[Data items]
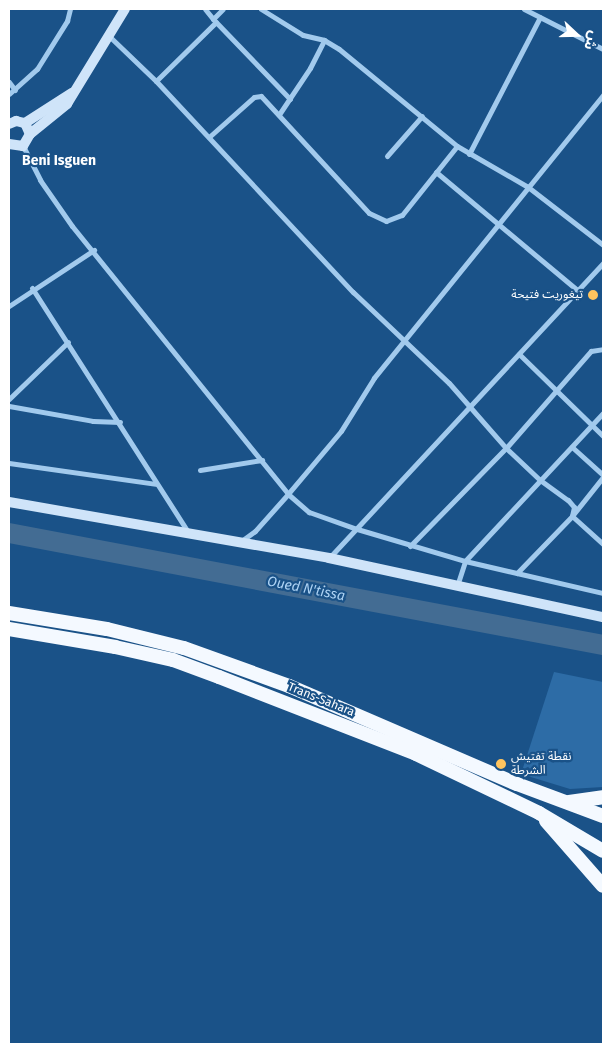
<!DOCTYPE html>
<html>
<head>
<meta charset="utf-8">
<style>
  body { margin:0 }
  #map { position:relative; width:612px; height:1053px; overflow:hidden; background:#1a5288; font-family:"Fira Sans","Noto Sans Arabic",sans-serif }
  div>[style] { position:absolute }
  .green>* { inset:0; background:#2d6ca6 }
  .river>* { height:20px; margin:-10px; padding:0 10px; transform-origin:10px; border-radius:10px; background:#436c93 }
  .minor>* { height:5px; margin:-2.5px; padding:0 2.5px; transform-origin:2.5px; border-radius:2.5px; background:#a2caed }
  .secondary>* { height:10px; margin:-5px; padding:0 5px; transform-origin:5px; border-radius:5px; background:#cfe4f9 }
  .trunk>* { height:14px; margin:-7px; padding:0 7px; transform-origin:7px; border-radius:7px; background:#f4f9ff }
  .dots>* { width:14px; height:14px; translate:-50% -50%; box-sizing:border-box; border:2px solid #1a5288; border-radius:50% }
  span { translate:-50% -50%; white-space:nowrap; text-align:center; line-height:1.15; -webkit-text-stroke:4.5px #1a5288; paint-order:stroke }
  .poi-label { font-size:12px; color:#fff }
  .right { translate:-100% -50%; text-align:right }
  .left { translate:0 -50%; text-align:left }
  .street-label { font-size:12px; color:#fff }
  .neighbourhood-label { font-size:14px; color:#fff; font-weight:700 }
  .water-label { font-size:14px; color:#aed3f4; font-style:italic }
  .frame { position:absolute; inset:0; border:10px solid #fff; pointer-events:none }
  .north { position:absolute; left:552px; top:10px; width:50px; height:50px; -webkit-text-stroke:4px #1a5288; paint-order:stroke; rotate:111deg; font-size:14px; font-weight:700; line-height:20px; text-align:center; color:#fff }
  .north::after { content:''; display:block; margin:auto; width:18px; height:22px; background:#fff; clip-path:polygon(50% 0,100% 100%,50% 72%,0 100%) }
</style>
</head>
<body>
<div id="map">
  <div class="green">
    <div style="clip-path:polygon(554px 672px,603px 682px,603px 787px,570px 789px,521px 774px)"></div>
  </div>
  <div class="river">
    <div style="left:9px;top:533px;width:604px;rotate:10.68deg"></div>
  </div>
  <div class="minor">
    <div style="left:205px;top:9px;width:13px;rotate:51deg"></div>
    <div style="left:213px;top:19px;width:14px;rotate:-45deg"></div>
    <div style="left:261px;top:9px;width:49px;rotate:31.8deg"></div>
    <div style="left:303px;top:35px;width:22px;rotate:13deg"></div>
    <div style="left:324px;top:40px;width:17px;rotate:31deg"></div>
    <div style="left:339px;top:49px;width:153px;rotate:39.4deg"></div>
    <div style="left:457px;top:146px;width:82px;rotate:30deg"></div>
    <div style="left:528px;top:187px;width:95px;rotate:37.7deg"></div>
    <div style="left:524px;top:9px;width:89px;rotate:26.9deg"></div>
    <div style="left:213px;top:19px;width:111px;rotate:46.1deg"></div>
    <div style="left:109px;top:36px;width:65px;rotate:43.8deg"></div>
    <div style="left:156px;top:81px;width:289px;rotate:47deg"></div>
    <div style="left:353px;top:292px;width:132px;rotate:43.5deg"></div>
    <div style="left:449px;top:383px;width:86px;rotate:48.8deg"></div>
    <div style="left:506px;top:448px;width:47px;rotate:43.3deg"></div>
    <div style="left:540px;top:480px;width:34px;rotate:36deg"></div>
    <div style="left:568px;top:500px;width:9px;rotate:49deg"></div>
    <div style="left:574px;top:507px;width:9px;rotate:103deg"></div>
    <div style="left:572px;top:516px;width:42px;rotate:42.1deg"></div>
    <div style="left:156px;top:81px;width:84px;rotate:-44.5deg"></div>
    <div style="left:9px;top:82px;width:10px;rotate:53deg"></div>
    <div style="left:9px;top:94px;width:38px;rotate:-42deg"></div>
    <div style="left:37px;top:69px;width:57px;rotate:-58deg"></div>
    <div style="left:67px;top:21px;width:12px;rotate:-76deg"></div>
    <div style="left:603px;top:95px;width:364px;rotate:129deg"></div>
    <div style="left:374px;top:378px;width:62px;rotate:121.9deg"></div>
    <div style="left:341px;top:431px;width:82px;rotate:130.1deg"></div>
    <div style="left:288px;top:494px;width:28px;rotate:41deg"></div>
    <div style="left:309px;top:512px;width:51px;rotate:19.5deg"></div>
    <div style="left:357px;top:529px;width:113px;rotate:16.5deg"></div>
    <div style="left:465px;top:561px;width:142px;rotate:13.1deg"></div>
    <div style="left:280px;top:113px;width:54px;rotate:-56.3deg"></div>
    <div style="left:310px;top:68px;width:31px;rotate:-63deg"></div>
    <div style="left:209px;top:137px;width:60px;rotate:-41.6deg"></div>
    <div style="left:254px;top:97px;width:7px;rotate:-8deg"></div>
    <div style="left:261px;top:96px;width:159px;rotate:47.3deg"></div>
    <div style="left:369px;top:213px;width:19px;rotate:25deg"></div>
    <div style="left:386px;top:221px;width:17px;rotate:-21deg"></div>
    <div style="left:402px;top:215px;width:88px;rotate:-51.4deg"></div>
    <div style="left:23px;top:146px;width:38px;rotate:63deg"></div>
    <div style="left:40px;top:180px;width:56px;rotate:55.2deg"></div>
    <div style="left:72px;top:226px;width:344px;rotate:51.1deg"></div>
    <div style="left:288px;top:494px;width:50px;rotate:131.7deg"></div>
    <div style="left:255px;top:531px;width:17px;rotate:144deg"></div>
    <div style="left:469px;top:154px;width:154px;rotate:-62.6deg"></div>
    <div style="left:387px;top:156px;width:53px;rotate:-48.8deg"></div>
    <div style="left:436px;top:172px;width:184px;rotate:39.9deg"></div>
    <div style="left:32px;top:288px;width:290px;rotate:57.4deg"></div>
    <div style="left:9px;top:306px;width:102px;rotate:-33.4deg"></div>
    <div style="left:519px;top:354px;width:117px;rotate:44.3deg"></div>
    <div style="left:9px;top:399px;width:82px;rotate:-44deg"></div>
    <div style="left:9px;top:406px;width:85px;rotate:10.1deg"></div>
    <div style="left:93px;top:421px;width:27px;rotate:2deg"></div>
    <div style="left:572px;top:447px;width:42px;rotate:42.1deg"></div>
    <div style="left:9px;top:463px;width:148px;rotate:8.1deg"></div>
    <div style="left:200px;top:470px;width:63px;rotate:-9.2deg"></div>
    <div style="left:410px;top:546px;width:137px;rotate:-45.6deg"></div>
    <div style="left:506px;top:448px;width:129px;rotate:-48.8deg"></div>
    <div style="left:591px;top:351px;width:12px;rotate:-9deg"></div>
    <div style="left:329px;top:558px;width:403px;rotate:-47.1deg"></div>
    <div style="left:517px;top:573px;width:79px;rotate:-46deg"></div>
    <div style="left:572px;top:516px;width:50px;rotate:-51.5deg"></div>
    <div style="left:457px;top:586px;width:26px;rotate:-72deg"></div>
    <div style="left:465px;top:561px;width:202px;rotate:-47deg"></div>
  </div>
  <div class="secondary">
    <div style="left:25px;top:123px;width:56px;rotate:-32.6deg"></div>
    <div style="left:9px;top:124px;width:8px;rotate:-23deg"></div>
    <div style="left:16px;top:121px;width:9px;rotate:13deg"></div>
    <div style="left:25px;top:123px;width:12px;rotate:66deg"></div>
    <div style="left:30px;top:134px;width:14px;rotate:120deg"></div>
    <div style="left:23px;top:146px;width:14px;rotate:-172deg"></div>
    <div style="left:30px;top:134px;width:48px;rotate:-39deg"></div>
    <div style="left:67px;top:104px;width:111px;rotate:-58.6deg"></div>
    <div style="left:9px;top:502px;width:325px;rotate:9.9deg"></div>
    <div style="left:329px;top:558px;width:280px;rotate:12.2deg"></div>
  </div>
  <div class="trunk">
    <div style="left:9px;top:613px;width:99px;rotate:9.3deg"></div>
    <div style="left:107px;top:629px;width:79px;rotate:13.9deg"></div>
    <div style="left:184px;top:648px;width:112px;rotate:19.9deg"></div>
    <div style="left:289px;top:686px;width:248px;rotate:23.3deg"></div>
    <div style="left:517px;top:784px;width:92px;rotate:20.4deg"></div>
    <div style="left:9px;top:629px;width:108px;rotate:9.6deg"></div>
    <div style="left:115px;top:647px;width:59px;rotate:12.6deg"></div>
    <div style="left:173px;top:660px;width:49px;rotate:20.3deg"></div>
    <div style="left:219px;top:677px;width:212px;rotate:21.3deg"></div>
    <div style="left:416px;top:754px;width:136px;rotate:25.6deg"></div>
    <div style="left:539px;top:813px;width:74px;rotate:30.7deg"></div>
    <div style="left:569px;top:802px;width:34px;rotate:-8deg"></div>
    <div style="left:546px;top:821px;width:86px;rotate:48.8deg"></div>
  </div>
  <div class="dots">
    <div style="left:593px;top:295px;background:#ffc45e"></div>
    <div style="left:501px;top:764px;background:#ffc45e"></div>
  </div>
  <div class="poi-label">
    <span class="right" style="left:583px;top:295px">تيغوريت فتيحة</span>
    <span class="left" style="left:511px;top:764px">نقطة تفتيش<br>الشرطة</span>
  </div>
  <div class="street-label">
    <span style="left:321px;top:700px;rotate:22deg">Trans-Sahara</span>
  </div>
  <div class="neighbourhood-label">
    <span style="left:59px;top:161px">Beni Isguen</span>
  </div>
  <div class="water-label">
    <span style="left:306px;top:589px;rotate:11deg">Oued N'tissa</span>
  </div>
  <div class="frame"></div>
  <div class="north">ش</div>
</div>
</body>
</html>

* **WHAT NEEDS TO BE DONE**:
Copy every line exactly, from the opening line of the entries down to the line holding "width:14px; height:14px; translate:-50%", and keep the pictures out.

* **THE ANSWER**:
<!DOCTYPE html>
<html>
<head>
<meta charset="utf-8">
<style>
  body { margin:0 }
  #map { position:relative; width:612px; height:1053px; overflow:hidden; background:#1a5288; font-family:"Fira Sans","Noto Sans Arabic",sans-serif }
  div>[style] { position:absolute }
  .green>* { inset:0; background:#2d6ca6 }
  .river>* { height:20px; margin:-10px; padding:0 10px; transform-origin:10px; border-radius:10px; background:#436c93 }
  .minor>* { height:5px; margin:-2.5px; padding:0 2.5px; transform-origin:2.5px; border-radius:2.5px; background:#a2caed }
  .secondary>* { height:10px; margin:-5px; padding:0 5px; transform-origin:5px; border-radius:5px; background:#cfe4f9 }
  .trunk>* { height:14px; margin:-7px; padding:0 7px; transform-origin:7px; border-radius:7px; background:#f4f9ff }
  .dots>* { width:14px; height:14px; translate:-50% -50%; box-sizing:border-box; border:2px solid #1a5288; border-radius:50% }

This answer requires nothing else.